Wie der Kämmerer Marco Weber in der Vorlage für den Gemeinderat ausführte, müsse zwar im neuen Kalkulationszeitraum 2019 bis 2021 noch ein Defizit in Höhe von 22 000 Euro ausgeglichen werden. Doch sei im aktuellen Kalkulationszeitraum 2016/2018 noch ein Defizit aus Vorjahren in Höhe von 78 000 Euro auszugleichen gewesen.

Weber wies auch darauf hin, dass in den kommenden Jahren umfassende Sanierungsmaßnahmen im Kanalnetz, unter anderem in Greßhausen, anstünden. Hierbei sei noch festzulegen, welcher Anteil über Beiträge und welcher über Gebühren langfristig zu finanzieren sei. Es sei daher in den kommenden Kalkulationszeiträumen wieder mit höheren Gebühren zu rechnen.

Andererseits erlaube der Gesetzgeber nicht, Geld für diese Investitionen anzusparen. Bürgermeister Peter Kraus betonte, dass Investitionen über mehrere Jahrzehnte abgeschrieben würden und daher nicht damit zu rechnen sei, dass die Gebühren nach den anstehenden Kanalsanierungen über den bisher gültigen Betrag ansteigen würden. Der Gemeinderat beschloss die Gebührensenkung.

Die Kanalsanierung im Griesweg Greßhausen startete Anfang Oktober. Die beauftragte Firma hat begonnen, die Kanäle im Schotterweg neben dem Spielplatz mit einem Inliner auszukleiden. Wenn dieser richtig ausgehärtet sei, werden die Feinarbeiten zurAnbindung durchgeführt, wurde ferner mitgeteilt.

Kurz aus dem Gemeinderat

Bauernmarkt Mit einem ebenfalls positiven Rückblick auf den Bauernmarkt der Gemeinde Gädheim hatte Bürgermeister Peter Kraus die Sitzung auch begonnen. "Wir hatten ja auch einige Neuerungen, die eine gute Resonanz erfuhren", sagte er. So waren erstmals alle Essensstände in der Hauptstraße zu einer Food-Meile zusammengefasst und doppelt so viele Tische und Bänke wie bisher aufgestellt worden. Auch die Verlegung der Kaffeebar der Kindertagesstätte in die Feuerwehrhalle hatte sich als sinnvoll erwiesen. Gemeinderat Klaus Sterlings, der den Markt organisiert hatte, berichtete, dass er bereits in der Planung für 2019 stehe und die Standbetreiber betont hätten, dass sie gern wieder nach Gädheim kämen. Udo Sahlender merkte erfreut an, dass rund zehn kleinere Besuchergruppen nach dem Besuch des Bauernmarktes auch die Wallfahrtskirche in Greßhausen besichtigt hätten.
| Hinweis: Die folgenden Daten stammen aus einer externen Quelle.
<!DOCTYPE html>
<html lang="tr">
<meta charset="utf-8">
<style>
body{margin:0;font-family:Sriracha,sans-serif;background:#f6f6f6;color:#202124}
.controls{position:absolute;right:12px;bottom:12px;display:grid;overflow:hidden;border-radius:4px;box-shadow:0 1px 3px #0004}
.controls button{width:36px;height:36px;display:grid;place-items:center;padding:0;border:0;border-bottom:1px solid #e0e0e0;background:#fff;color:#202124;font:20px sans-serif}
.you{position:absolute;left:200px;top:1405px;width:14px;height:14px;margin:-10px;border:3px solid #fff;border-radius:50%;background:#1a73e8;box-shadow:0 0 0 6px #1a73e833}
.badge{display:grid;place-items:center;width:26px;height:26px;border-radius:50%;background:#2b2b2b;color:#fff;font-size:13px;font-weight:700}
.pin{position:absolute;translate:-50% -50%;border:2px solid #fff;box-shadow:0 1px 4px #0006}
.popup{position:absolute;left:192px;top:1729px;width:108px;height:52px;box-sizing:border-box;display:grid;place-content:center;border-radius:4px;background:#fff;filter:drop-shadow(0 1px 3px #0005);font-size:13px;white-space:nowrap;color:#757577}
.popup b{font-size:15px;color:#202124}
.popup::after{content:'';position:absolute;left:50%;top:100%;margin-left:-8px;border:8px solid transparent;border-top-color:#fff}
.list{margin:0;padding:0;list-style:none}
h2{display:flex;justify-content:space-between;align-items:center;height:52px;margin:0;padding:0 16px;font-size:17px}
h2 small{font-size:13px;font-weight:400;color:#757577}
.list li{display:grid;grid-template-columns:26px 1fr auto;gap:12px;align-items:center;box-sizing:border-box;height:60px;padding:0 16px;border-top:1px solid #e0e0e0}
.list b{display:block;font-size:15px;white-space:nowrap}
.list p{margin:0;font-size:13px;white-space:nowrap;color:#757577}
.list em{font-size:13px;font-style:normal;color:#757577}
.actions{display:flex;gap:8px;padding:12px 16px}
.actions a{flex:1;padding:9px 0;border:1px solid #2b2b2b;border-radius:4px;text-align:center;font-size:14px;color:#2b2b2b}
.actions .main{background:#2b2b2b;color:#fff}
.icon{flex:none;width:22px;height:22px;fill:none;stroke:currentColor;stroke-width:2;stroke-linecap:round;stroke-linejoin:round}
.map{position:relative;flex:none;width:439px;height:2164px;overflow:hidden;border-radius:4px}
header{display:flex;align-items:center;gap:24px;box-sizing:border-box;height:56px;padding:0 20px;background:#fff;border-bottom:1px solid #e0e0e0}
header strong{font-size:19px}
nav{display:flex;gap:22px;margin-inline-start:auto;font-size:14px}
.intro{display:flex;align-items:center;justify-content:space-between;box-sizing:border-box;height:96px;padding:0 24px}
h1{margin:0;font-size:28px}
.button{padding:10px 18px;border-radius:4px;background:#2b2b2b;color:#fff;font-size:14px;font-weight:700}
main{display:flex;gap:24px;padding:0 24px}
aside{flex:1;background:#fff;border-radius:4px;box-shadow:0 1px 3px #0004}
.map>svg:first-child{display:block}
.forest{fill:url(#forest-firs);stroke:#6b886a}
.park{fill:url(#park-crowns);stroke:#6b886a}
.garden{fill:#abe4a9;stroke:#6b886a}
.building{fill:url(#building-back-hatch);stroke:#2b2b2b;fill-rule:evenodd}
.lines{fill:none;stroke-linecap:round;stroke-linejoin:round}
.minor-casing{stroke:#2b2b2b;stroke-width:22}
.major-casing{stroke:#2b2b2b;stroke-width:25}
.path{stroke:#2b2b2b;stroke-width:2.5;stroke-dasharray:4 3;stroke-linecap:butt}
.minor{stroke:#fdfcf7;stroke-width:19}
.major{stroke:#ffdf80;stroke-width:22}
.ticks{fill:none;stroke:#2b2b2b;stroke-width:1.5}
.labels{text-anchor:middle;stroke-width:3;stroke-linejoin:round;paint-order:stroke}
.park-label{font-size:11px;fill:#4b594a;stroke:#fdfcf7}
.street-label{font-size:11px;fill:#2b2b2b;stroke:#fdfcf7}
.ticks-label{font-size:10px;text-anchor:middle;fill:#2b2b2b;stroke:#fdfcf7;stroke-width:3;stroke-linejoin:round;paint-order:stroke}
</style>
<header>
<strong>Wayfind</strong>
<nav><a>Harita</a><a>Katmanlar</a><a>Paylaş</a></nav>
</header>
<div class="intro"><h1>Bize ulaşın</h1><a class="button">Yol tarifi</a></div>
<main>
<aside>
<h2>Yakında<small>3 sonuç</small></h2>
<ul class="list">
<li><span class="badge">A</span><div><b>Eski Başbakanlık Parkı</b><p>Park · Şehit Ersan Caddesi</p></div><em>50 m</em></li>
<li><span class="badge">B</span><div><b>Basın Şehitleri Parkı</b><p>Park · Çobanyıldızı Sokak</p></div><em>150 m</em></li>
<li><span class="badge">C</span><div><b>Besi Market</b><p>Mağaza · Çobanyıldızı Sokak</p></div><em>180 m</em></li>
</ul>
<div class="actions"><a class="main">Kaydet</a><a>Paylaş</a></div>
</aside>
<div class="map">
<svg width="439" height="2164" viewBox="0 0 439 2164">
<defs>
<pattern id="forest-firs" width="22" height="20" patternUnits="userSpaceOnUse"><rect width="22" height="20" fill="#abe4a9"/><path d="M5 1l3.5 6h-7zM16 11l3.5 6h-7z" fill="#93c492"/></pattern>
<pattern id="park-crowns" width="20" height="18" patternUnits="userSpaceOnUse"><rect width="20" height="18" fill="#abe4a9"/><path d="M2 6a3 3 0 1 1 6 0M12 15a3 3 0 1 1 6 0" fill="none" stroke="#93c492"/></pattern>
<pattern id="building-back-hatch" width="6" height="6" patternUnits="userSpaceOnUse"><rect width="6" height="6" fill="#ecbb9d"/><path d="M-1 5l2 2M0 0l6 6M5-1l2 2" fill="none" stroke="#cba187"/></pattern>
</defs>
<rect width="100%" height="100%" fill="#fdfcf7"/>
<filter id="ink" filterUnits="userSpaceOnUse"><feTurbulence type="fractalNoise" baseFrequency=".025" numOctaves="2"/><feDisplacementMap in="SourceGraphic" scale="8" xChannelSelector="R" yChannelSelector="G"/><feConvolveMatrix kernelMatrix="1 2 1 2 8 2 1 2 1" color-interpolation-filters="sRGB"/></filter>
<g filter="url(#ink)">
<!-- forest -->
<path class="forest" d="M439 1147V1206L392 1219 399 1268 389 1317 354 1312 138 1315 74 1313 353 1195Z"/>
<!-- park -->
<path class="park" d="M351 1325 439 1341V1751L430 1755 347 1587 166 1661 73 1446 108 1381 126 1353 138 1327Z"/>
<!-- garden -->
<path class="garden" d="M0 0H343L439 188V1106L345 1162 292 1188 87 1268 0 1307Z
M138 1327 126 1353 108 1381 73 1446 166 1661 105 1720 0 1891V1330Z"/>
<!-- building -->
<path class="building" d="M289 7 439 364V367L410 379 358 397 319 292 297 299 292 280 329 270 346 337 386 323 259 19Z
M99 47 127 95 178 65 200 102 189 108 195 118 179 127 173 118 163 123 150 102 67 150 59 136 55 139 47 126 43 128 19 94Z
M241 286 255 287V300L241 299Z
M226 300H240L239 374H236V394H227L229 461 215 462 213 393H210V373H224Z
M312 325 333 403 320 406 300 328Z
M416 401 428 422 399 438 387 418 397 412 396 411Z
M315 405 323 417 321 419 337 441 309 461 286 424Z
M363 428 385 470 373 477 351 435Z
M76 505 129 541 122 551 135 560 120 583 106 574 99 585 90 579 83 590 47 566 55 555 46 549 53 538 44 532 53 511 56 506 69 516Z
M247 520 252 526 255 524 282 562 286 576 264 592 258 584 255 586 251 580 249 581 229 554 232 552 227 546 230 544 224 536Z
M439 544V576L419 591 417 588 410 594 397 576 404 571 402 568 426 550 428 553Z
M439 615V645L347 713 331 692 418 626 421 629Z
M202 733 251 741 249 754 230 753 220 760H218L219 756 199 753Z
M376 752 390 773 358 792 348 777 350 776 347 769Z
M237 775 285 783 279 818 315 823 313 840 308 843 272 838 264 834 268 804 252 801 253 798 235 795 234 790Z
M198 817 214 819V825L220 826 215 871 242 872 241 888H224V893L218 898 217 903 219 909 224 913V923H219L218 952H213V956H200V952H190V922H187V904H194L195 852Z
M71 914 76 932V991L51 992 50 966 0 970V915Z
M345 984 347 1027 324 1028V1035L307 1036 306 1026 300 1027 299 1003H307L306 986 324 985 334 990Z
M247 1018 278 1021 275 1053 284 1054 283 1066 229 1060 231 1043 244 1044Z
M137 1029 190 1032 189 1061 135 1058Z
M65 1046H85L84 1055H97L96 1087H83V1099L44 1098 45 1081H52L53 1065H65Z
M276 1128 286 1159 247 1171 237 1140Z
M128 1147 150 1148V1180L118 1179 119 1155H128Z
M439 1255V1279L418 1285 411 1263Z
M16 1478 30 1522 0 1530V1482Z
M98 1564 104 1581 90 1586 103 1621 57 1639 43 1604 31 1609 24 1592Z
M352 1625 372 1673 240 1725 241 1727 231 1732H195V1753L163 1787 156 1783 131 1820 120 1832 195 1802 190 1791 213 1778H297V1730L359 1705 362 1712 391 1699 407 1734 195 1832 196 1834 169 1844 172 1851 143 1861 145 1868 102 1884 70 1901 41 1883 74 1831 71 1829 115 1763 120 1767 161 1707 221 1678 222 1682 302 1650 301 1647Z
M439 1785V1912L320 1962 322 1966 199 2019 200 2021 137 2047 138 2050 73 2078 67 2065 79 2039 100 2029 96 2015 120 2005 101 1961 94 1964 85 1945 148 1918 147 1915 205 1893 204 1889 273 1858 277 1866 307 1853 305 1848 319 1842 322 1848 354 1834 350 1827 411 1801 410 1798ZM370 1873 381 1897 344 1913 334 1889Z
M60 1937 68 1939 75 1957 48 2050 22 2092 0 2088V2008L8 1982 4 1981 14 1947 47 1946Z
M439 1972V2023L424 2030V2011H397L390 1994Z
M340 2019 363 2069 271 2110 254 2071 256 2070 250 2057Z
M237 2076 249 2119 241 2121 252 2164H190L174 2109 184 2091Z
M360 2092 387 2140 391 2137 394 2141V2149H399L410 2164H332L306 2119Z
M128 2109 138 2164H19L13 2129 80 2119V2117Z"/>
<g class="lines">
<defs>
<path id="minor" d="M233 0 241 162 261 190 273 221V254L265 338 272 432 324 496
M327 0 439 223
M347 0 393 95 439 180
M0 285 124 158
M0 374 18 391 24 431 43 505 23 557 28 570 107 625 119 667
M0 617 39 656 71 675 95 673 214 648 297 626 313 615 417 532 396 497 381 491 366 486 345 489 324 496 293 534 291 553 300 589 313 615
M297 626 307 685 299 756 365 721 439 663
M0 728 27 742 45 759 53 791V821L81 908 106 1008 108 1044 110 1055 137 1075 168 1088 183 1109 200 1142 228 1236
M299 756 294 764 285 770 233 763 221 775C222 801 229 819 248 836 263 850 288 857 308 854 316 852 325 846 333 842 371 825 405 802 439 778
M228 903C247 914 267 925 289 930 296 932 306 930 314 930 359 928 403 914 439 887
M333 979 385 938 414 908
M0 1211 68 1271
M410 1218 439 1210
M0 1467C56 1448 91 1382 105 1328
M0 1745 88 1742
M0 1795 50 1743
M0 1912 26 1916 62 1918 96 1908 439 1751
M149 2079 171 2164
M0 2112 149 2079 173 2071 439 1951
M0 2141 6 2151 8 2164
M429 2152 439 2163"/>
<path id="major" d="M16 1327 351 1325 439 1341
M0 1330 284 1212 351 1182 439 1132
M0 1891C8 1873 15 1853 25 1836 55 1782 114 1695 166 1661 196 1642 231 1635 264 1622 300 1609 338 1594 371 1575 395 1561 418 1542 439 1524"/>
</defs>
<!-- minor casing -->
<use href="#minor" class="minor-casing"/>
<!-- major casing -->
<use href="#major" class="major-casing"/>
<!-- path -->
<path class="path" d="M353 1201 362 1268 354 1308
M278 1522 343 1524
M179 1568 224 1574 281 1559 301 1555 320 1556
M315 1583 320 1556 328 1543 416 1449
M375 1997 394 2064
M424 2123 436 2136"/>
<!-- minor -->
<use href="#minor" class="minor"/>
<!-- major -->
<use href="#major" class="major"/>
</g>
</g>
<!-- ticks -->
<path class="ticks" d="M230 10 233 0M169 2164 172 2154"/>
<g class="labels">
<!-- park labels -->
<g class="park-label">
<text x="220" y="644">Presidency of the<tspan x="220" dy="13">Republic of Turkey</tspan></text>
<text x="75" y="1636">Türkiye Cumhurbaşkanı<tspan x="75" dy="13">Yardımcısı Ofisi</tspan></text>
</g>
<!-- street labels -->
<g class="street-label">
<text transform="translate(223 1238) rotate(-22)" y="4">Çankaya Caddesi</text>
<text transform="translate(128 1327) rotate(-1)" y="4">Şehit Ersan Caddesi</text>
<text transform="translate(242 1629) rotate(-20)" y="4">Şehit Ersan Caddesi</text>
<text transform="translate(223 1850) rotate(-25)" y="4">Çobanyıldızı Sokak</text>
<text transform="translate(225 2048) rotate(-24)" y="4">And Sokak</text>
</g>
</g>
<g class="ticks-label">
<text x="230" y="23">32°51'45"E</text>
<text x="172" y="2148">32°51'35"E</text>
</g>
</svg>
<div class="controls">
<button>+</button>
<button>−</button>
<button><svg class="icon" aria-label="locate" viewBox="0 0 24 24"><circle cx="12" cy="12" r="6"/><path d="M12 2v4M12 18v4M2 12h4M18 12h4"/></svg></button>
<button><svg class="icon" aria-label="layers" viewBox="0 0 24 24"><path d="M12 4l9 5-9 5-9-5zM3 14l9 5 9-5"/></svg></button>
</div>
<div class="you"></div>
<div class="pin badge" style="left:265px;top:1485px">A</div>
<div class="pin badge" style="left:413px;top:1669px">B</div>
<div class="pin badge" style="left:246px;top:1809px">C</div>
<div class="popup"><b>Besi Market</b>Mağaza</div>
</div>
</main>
Dorferneuerung Wie Peter Kraus mitteilte, sei die Bürgerversammlung zum Thema "Dorferneuerung" in Ottendorf gut besucht gewesen. Auch seien die Anwesenden vom Grundprinzip her mit dem einverstanden, was beim Seminar in Klosterlangheim ausgearbeitet worden sei. Lediglich das Fehlen der jüngeren Generation habe die gute Stimmung etwas getrübt.

"Hier müssen die Ottendorfer direkt und im persönlichen Kontakt die jungen Ottendorfer motivieren", sagte er. Bedauerlich sei auch gewesen, dass fünf der zwölf Gemeinderäte nicht anwesend gewesen seien, obwohl der Gemeinderat die letztliche Entscheidung bezüglich der Dorferneuerung treffen werde.

Mitfahrgelegenheit Bürgermeister Peter Kraus verlas eine Stellungnahme der Verwaltungsgemeinschaft Theres. Darin heißt es, dass Personen im Schülerbus bis zur nächstgelegenen Haltestelle des Linienverkehrs kostenlos mitgenommen werden könnten. Allerdings nur aus Orten, die nicht über den ÖPNV an den Linienverkehr angebunden sind, also aus Greßhausen und Wagenhausen. Es könne aber keine Garantie gegeben werden, ob und wann ein Schülerbus fahre.